Question: Now if I assume a choice of a $G$-structure on the first bundle and a $G'$-structure on the second, is there a way to simplify this transformation rule so as to turn it into a functor? More precisely, suppose we have two objects $(E\overset{\pi}{\to}M,G\curvearrowright F,\mathcal{G})$ and $(E'\overset{\pi'}{\to}M',G'\curvearrowright F',\mathcal{G}')$, where $\mathcal{G}$ is a $G$-structure on $E$ and $\mathcal{G}'$ is a $G'$-structure on $E'$. Furthermore, choose a map $h:M\to M'$, a map $\psi:F\to F'$, and a homomorphism $\lambda:G\to G'$. Is there a way of defining a map $\tilde{h}:E\to E'$ so that it is a bundle morphism which, in some sense, respects the given structures?

Attempt 1: Given the data that I provided, it would seem that we should be able to express any "reasonable" bundle morphism as $$\hat{h}_{\alpha a}(p,f)=\lambda(\bar{g}_a(p))\psi(g_\alpha(p)f)$$ using some maps $g_\alpha,\bar{g}_a:U_{\alpha a}\to G$. The transformation law then becomes $$\psi(f)=\lambda(\bar{g}_b)t_{ba}'(h(p))\lambda(\bar{g}_a)^{-1}\psi\left((g_\beta t_{\beta\alpha}g_\alpha^{-1})^{-1}f\right),$$ where all of the omitted arguments are $p$. Now, this turns out to quickly fail: consider for example isomorphisms of bundles, in which case $h=\mathrm{id}_M$, $\psi=\mathrm{id}_F$ and $\lambda=\mathrm{id}_G$, and we can also take $\alpha=a,\beta=b$ and $\bar{g}_a=e$. Then we get $$t_{\beta\alpha}'=g_\beta t_{\beta\alpha}g_\alpha^{-1}.$$ This is indeed what bundle isomorphisms generally look like, but it doesn't let us make any inferences about what $g_\alpha$'s must be.

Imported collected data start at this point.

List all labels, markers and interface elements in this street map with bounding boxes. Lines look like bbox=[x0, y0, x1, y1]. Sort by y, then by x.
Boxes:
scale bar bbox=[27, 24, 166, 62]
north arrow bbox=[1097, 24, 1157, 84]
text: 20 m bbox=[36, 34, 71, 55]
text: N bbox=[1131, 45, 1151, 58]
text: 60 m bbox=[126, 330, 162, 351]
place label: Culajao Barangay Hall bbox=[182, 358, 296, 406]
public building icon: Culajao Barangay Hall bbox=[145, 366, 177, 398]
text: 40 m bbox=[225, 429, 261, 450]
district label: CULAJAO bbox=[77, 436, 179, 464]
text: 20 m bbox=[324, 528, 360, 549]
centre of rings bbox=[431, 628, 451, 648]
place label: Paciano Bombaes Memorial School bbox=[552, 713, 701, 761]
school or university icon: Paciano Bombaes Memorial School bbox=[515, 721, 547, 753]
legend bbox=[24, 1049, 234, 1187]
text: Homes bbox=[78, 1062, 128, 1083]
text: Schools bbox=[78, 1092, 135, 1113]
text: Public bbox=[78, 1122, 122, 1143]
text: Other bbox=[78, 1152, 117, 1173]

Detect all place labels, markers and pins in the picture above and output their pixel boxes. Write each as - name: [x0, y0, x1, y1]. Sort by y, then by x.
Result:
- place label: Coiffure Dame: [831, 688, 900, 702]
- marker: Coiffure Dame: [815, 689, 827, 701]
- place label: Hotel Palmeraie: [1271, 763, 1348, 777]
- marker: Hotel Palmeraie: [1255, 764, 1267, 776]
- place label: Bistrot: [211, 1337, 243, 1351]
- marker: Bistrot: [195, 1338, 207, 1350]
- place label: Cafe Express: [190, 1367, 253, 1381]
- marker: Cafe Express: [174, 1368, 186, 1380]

Attempt 2: Now let's take some inspiration from Cartan geometry, where the model fiber is actually a homogeneous space $F=G/H=\{Hg\}_{g\in G}$ and the structure group is $H$. This means that there is a transitive left action of $G$ with stabilizers isomorphic to $H$: $G\curvearrowright F$. Then $t_{\beta\alpha}$'s can be assumed to take values in $H$, whereas $g_\alpha$'s can still take values in all of $G$. In this case the last formula obtained for bundle isomorphisms gets replaced with $$t'_{\beta\alpha}g_\alpha t_{\beta\alpha}^{-1}g_\beta^{-1}\in\mathrm{Stab}_G(f),\text{ for all }f\in F$$ but the intersection of all stabilizers is still trivial, so we get $t'_{\beta\alpha}g_\alpha t_{\beta\alpha}^{-1}g_\beta^{-1}=e$. This should somehow imply that $g_\alpha$'s actually commute with some subgroup of $G$ (the group of translations in the vector bundle case), but I don't see how that would happen.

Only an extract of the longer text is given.